- How to complete this task -
Return only the lines starting at the line that contains "<div><b>13:56</b><p>Arrival</p></div>" and ending with the final line of the listing; include both endpoints.
____
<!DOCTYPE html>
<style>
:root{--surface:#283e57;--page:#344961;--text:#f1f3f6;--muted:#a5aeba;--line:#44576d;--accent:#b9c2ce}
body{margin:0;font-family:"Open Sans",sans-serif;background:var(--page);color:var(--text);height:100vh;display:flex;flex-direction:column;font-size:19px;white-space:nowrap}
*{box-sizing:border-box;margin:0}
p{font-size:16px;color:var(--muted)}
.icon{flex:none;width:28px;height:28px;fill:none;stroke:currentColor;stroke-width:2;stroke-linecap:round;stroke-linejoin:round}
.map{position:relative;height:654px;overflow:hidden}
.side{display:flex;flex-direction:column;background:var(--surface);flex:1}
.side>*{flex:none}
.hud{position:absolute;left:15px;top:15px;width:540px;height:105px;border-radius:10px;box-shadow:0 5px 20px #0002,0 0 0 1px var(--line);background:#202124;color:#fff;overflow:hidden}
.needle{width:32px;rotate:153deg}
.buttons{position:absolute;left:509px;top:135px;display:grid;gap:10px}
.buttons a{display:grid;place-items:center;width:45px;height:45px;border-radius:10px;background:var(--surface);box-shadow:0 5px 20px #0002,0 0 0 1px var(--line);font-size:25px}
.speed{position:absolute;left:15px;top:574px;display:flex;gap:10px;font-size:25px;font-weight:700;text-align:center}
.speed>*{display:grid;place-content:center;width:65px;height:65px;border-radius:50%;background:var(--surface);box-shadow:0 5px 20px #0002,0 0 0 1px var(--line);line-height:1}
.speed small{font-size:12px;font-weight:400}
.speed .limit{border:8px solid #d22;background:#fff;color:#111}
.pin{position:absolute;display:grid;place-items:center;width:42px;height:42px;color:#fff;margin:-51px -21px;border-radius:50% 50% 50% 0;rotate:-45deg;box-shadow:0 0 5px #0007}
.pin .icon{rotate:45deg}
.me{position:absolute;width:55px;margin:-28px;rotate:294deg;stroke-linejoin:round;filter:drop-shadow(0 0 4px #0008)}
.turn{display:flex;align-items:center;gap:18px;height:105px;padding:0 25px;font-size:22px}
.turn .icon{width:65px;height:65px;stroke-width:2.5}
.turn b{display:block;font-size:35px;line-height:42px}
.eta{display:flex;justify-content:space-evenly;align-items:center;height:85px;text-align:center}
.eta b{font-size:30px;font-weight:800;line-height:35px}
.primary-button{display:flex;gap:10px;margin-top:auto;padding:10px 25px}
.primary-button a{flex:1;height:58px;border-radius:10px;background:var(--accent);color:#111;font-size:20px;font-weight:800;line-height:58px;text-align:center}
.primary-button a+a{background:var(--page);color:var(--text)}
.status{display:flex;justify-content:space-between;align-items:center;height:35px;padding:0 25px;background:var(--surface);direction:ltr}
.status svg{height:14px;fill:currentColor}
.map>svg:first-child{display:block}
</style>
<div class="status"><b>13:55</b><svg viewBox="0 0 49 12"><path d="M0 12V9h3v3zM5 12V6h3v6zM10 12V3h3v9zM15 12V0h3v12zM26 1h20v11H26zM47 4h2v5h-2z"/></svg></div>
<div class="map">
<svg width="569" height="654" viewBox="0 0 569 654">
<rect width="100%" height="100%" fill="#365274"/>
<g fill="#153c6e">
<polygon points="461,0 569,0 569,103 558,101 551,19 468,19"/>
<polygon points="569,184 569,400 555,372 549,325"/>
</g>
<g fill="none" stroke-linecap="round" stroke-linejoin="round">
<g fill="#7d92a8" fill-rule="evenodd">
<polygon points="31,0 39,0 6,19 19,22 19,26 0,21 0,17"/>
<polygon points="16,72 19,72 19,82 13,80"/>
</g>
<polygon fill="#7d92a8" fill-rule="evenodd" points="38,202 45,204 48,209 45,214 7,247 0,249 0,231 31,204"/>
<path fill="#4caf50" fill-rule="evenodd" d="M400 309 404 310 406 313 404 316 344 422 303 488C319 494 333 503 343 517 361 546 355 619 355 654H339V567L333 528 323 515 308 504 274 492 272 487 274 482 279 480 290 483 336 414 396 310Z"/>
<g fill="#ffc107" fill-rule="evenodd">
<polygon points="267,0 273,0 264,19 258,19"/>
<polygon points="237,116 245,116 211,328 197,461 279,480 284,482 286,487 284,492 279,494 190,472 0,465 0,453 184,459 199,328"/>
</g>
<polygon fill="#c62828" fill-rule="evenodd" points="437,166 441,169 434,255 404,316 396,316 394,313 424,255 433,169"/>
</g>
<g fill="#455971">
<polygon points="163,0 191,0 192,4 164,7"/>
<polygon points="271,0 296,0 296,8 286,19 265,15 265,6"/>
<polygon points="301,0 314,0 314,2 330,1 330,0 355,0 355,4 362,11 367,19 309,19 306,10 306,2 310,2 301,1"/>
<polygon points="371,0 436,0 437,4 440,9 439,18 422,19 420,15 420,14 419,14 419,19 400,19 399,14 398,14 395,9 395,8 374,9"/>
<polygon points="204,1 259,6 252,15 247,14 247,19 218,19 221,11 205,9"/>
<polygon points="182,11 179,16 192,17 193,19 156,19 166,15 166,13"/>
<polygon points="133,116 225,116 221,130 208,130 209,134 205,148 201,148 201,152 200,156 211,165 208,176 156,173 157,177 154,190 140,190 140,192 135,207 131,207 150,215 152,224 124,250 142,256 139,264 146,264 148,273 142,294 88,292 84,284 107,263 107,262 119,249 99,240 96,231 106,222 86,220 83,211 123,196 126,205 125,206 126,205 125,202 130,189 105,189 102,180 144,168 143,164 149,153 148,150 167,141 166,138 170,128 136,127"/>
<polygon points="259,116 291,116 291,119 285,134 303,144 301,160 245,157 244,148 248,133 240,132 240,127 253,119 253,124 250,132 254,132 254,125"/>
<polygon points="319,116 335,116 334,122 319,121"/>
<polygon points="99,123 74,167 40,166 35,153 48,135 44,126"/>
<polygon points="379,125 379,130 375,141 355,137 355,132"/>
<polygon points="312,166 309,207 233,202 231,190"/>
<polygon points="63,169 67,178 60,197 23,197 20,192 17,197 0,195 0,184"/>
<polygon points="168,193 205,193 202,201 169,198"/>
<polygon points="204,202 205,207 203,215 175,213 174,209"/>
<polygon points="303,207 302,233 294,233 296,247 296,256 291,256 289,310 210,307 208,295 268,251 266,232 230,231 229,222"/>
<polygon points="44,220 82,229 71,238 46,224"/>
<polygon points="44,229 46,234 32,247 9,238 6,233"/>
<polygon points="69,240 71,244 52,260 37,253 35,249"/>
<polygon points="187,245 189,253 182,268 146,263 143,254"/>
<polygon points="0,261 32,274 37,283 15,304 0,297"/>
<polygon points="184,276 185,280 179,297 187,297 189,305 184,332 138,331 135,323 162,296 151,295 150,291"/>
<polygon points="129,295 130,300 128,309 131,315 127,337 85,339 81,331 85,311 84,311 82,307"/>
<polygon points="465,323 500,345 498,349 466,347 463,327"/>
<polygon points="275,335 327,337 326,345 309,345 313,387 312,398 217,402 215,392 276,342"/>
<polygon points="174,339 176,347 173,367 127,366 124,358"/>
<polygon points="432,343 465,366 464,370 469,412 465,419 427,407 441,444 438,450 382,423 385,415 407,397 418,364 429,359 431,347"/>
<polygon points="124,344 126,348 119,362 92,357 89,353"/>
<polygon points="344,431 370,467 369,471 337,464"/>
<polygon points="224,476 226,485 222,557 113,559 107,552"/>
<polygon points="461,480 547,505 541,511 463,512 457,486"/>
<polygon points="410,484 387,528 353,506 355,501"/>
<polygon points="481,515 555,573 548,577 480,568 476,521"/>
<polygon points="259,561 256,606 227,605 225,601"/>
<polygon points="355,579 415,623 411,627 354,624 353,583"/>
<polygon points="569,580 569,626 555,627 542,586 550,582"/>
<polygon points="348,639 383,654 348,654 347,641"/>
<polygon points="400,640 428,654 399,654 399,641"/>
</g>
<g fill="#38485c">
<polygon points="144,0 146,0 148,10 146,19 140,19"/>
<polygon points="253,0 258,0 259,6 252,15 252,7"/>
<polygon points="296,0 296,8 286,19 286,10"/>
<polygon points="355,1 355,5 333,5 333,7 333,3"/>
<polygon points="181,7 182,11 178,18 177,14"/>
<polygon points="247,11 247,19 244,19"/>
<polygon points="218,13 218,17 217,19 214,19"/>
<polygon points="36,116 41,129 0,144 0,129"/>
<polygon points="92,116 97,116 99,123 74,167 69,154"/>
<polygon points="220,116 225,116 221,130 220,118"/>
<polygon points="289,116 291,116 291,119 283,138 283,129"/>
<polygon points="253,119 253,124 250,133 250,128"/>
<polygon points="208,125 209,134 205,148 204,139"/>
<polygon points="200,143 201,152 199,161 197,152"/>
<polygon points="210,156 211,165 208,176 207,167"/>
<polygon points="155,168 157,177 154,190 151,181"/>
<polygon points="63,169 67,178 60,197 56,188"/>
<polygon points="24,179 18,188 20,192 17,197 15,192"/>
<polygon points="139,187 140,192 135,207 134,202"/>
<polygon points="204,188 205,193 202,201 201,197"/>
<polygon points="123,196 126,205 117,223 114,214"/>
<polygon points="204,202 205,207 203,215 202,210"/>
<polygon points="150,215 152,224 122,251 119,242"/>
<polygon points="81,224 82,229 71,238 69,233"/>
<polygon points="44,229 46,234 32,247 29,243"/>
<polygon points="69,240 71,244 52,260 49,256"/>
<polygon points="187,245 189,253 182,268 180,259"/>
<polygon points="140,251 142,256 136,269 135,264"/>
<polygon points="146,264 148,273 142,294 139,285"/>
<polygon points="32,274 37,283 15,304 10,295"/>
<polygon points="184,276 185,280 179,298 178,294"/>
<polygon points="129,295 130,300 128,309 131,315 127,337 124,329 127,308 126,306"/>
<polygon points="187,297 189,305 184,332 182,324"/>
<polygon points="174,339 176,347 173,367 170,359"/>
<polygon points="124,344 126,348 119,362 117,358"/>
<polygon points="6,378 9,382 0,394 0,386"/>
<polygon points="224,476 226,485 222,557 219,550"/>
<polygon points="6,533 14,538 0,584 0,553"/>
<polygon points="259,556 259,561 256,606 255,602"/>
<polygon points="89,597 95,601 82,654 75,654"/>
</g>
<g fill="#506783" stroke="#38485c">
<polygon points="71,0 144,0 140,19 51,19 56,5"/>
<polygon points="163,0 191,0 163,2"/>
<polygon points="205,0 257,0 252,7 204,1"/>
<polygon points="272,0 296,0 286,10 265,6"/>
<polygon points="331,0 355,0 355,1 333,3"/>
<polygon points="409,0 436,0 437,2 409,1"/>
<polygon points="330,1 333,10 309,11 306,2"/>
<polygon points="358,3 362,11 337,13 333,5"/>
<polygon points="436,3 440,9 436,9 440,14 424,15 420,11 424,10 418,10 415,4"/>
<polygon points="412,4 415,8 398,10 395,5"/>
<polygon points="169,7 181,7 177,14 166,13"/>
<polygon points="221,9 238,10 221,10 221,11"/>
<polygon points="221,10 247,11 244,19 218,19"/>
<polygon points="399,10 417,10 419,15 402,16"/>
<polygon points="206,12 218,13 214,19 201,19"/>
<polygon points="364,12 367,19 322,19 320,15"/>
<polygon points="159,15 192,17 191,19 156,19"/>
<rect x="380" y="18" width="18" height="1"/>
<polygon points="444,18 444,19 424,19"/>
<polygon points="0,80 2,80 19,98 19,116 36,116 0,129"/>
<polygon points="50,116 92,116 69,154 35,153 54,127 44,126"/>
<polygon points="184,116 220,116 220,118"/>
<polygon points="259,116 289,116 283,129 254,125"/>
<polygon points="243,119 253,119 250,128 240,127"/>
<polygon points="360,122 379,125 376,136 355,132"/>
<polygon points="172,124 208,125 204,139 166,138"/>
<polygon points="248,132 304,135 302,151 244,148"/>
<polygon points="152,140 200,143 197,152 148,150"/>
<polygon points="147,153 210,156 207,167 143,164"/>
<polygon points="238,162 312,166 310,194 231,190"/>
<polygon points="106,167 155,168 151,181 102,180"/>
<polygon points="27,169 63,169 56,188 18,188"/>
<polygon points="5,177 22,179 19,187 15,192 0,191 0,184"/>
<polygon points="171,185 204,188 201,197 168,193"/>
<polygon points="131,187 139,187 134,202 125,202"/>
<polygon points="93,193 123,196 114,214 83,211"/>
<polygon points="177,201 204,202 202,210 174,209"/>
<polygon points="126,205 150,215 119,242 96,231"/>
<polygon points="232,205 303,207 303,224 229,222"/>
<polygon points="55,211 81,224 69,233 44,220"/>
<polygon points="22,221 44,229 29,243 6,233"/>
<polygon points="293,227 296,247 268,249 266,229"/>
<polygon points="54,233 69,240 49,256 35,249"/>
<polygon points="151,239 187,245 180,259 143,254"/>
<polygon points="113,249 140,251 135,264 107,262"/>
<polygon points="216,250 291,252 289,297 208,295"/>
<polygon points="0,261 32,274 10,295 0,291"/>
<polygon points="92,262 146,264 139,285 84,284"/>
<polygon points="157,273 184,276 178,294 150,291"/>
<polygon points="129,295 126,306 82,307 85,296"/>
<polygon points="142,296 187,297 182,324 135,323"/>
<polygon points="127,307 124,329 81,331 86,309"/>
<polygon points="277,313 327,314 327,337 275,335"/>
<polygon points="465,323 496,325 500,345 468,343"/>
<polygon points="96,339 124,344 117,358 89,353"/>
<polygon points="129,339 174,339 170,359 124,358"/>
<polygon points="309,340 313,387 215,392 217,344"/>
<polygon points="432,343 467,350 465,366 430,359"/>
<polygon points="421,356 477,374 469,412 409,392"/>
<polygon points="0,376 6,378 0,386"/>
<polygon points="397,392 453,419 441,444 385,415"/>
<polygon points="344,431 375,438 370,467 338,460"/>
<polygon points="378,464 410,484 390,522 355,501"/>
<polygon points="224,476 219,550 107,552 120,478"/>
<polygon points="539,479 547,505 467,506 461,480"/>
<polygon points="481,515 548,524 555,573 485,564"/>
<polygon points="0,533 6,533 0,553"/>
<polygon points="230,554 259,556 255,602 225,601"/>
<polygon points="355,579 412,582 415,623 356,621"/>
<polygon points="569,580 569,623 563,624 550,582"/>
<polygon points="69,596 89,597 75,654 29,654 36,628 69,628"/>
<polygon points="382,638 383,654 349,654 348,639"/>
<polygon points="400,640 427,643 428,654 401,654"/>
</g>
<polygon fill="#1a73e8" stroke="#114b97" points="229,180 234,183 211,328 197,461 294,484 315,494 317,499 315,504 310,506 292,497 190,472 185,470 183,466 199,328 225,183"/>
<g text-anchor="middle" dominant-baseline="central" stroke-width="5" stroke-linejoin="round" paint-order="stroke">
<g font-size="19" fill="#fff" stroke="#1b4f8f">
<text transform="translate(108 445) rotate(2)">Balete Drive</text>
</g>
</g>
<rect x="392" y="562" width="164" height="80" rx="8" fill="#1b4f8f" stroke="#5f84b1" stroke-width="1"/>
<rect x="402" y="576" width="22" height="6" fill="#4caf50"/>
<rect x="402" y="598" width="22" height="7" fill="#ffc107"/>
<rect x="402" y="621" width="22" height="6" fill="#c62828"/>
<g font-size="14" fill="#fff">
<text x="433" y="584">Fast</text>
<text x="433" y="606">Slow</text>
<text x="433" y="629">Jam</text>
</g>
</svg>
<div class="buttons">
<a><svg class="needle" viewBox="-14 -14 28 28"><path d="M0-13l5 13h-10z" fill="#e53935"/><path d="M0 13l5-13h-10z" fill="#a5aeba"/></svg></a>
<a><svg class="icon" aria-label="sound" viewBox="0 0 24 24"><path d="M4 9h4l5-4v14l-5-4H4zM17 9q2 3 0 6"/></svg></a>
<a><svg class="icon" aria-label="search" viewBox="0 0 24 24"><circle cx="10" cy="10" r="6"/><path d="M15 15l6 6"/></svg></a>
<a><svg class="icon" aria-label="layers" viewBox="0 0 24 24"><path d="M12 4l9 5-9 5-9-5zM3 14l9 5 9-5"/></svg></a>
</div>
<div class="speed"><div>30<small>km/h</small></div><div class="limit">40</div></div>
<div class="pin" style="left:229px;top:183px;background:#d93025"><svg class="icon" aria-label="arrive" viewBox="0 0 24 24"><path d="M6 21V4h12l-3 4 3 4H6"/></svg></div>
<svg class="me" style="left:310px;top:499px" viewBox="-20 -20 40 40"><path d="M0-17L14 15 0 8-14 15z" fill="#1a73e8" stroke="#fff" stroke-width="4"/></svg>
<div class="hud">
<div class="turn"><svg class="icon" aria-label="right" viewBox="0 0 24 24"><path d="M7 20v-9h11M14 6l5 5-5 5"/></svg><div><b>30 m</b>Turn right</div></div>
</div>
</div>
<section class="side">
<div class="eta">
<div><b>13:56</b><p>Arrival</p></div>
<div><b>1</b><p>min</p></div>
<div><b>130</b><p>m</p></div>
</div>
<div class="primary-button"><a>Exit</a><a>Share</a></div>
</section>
____
- Finished task -
<div><b>13:56</b><p>Arrival</p></div>
<div><b>1</b><p>min</p></div>
<div><b>130</b><p>m</p></div>
</div>
<div class="primary-button"><a>Exit</a><a>Share</a></div>
</section>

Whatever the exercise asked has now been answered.